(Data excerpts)
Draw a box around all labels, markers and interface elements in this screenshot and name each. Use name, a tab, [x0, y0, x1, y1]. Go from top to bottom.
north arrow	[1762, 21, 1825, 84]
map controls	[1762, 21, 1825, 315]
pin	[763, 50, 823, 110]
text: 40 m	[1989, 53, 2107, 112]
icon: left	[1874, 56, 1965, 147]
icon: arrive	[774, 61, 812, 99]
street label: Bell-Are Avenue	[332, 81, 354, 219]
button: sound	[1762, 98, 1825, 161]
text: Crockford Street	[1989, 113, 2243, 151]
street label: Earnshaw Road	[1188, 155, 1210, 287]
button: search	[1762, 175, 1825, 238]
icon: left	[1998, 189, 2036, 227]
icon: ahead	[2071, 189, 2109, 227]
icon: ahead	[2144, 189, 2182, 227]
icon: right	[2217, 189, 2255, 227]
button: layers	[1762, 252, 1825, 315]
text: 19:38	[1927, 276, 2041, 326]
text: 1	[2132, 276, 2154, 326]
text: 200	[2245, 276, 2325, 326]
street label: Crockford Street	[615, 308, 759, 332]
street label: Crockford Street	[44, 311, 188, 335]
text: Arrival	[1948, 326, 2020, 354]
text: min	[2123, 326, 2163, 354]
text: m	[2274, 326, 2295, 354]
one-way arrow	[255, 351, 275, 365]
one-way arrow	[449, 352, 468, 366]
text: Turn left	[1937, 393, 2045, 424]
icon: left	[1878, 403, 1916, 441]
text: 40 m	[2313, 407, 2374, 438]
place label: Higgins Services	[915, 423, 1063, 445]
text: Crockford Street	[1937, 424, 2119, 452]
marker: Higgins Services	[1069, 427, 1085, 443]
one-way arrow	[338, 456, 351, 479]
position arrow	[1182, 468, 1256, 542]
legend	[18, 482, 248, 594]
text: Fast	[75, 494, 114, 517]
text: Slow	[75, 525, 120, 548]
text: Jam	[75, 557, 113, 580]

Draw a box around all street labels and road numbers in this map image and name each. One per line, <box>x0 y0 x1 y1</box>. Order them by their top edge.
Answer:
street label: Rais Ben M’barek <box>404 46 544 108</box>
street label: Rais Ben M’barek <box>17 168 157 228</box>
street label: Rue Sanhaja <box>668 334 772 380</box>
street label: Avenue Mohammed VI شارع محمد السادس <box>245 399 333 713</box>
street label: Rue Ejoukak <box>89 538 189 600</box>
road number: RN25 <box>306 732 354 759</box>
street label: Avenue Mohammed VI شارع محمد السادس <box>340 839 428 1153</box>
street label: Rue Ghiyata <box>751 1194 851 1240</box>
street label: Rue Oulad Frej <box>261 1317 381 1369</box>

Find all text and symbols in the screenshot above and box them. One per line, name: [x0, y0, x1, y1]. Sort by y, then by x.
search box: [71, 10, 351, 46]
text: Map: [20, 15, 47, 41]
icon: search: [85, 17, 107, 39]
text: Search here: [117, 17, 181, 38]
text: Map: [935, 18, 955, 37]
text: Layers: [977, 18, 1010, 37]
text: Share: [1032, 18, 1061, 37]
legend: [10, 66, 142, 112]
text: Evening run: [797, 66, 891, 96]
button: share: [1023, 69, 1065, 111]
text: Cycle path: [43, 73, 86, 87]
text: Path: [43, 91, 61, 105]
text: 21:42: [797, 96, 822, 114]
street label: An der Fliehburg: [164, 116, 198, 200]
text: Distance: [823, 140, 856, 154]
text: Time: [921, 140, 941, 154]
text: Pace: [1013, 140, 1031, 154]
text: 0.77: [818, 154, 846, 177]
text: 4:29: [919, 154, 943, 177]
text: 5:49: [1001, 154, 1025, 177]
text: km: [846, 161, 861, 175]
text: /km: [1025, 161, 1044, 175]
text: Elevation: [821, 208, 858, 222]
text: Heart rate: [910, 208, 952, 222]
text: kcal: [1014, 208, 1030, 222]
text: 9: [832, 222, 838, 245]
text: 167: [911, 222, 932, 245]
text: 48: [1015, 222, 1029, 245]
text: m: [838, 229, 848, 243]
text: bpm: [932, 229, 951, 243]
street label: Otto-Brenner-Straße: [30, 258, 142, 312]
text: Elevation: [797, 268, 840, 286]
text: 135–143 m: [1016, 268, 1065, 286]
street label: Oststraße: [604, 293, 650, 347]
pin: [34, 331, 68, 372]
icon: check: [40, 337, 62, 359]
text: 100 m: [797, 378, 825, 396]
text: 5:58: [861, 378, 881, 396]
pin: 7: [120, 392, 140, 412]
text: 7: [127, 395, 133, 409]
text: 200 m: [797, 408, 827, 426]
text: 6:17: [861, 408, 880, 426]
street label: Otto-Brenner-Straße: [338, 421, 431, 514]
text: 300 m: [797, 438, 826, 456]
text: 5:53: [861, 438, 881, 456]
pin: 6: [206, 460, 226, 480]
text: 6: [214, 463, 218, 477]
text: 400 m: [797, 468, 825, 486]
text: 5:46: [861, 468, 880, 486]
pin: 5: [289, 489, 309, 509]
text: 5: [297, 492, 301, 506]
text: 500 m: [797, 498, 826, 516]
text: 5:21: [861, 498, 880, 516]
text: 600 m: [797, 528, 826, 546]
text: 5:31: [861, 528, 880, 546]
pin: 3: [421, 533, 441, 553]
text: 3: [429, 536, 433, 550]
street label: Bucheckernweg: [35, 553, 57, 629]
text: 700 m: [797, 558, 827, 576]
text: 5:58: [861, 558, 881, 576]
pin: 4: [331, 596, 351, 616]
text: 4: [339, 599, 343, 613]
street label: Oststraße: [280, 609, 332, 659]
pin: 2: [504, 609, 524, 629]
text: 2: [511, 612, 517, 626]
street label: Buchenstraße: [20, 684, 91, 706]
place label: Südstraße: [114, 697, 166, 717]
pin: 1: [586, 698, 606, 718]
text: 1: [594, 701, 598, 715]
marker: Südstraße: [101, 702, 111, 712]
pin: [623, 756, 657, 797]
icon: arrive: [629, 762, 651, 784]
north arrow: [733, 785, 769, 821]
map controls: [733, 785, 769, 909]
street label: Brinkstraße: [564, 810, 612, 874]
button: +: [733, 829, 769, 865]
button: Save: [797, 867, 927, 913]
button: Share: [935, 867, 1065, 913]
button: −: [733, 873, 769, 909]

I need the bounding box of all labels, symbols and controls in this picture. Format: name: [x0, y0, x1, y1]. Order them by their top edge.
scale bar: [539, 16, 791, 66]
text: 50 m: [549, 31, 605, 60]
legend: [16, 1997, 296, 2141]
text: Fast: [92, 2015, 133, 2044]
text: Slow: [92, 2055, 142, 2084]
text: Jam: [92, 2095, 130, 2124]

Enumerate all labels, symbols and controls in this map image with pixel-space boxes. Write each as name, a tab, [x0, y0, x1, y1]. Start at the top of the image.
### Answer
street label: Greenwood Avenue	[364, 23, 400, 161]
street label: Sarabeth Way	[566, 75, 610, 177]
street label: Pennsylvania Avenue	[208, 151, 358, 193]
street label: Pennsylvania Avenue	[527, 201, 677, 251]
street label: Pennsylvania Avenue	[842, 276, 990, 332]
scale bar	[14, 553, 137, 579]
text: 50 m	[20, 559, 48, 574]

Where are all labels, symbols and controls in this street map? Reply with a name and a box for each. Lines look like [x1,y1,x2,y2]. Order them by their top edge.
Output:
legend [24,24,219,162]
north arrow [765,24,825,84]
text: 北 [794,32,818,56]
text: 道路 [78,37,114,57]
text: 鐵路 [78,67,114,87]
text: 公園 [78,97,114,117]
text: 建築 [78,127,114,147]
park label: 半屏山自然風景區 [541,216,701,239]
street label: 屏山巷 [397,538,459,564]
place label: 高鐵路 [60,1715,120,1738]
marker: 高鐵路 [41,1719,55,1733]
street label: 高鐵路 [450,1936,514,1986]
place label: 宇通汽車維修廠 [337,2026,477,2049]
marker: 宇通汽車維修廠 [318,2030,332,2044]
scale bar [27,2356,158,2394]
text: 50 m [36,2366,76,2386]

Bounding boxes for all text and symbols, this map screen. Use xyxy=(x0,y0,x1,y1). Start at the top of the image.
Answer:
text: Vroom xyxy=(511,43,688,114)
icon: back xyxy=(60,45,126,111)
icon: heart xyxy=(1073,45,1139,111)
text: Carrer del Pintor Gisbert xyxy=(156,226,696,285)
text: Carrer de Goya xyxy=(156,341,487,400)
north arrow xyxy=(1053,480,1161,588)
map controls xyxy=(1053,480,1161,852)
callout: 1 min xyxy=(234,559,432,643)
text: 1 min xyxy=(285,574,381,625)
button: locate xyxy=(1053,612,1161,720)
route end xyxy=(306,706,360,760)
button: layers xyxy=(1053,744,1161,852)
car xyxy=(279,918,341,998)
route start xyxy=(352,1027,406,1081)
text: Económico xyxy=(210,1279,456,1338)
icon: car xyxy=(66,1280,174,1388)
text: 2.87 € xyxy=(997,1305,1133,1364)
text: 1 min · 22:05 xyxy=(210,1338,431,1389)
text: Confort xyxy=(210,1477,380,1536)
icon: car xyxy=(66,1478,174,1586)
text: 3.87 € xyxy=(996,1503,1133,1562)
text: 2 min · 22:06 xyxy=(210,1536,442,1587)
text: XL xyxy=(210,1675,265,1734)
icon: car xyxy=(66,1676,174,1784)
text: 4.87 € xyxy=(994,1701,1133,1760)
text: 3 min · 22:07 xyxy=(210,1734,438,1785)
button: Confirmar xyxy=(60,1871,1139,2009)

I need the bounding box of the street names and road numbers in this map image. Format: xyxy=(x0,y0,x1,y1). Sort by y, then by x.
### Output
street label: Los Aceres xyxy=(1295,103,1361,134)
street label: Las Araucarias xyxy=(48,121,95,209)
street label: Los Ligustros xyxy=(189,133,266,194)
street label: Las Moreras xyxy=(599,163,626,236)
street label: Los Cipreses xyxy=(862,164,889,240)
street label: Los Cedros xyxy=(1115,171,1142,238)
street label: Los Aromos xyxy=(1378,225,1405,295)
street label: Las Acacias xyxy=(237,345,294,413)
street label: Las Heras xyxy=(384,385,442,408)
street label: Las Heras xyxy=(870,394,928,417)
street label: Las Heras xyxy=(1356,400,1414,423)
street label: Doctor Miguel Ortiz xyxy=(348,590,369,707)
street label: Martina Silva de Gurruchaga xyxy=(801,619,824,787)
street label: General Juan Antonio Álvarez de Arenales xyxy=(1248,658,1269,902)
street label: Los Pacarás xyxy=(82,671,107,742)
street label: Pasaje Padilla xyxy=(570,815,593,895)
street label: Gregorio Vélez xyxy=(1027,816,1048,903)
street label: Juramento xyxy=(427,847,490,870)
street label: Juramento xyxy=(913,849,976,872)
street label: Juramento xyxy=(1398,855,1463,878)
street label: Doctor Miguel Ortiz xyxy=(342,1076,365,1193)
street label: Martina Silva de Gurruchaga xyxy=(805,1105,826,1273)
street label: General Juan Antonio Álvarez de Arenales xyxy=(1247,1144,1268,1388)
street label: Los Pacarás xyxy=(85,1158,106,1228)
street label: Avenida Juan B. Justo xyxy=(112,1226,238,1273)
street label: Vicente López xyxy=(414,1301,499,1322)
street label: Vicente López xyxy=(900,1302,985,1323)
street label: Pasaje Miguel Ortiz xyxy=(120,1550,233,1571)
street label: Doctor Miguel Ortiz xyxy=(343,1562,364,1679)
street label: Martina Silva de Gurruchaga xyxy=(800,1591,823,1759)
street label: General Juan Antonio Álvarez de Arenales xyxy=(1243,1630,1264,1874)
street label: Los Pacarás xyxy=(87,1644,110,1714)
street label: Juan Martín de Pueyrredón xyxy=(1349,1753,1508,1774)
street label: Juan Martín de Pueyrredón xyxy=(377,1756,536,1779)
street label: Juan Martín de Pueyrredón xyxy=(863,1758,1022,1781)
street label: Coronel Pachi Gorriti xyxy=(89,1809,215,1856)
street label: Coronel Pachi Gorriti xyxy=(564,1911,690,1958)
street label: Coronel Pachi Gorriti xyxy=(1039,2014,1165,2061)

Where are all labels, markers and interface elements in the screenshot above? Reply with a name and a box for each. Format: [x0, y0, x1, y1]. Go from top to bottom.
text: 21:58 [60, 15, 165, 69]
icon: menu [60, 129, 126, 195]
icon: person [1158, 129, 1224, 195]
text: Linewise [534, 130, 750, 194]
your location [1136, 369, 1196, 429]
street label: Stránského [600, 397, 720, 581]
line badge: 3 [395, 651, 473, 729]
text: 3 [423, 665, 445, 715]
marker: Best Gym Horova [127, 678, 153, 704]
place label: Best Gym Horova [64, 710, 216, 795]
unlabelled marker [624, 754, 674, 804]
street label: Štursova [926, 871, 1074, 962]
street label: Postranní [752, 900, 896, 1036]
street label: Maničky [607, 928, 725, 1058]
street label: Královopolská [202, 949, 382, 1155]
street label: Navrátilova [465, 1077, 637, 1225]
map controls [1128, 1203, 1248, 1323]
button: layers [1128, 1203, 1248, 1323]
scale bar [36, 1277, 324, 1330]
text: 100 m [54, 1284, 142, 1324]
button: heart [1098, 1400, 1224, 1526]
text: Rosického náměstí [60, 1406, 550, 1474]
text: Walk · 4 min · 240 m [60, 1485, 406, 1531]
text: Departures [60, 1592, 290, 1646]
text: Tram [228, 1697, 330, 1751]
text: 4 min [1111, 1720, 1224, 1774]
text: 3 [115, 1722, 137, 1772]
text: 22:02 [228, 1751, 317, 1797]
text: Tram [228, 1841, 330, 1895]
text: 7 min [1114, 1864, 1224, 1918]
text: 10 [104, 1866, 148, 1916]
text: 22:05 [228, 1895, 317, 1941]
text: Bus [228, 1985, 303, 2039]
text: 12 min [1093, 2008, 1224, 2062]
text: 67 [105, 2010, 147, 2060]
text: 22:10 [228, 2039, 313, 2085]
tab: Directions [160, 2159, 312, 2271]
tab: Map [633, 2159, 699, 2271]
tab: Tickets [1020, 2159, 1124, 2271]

§ **The problem**
Read through the records above and copy the lines that contain "Elevation".

§ **Output**
text: Elevation: [821, 208, 858, 222]
text: Elevation: [797, 268, 840, 286]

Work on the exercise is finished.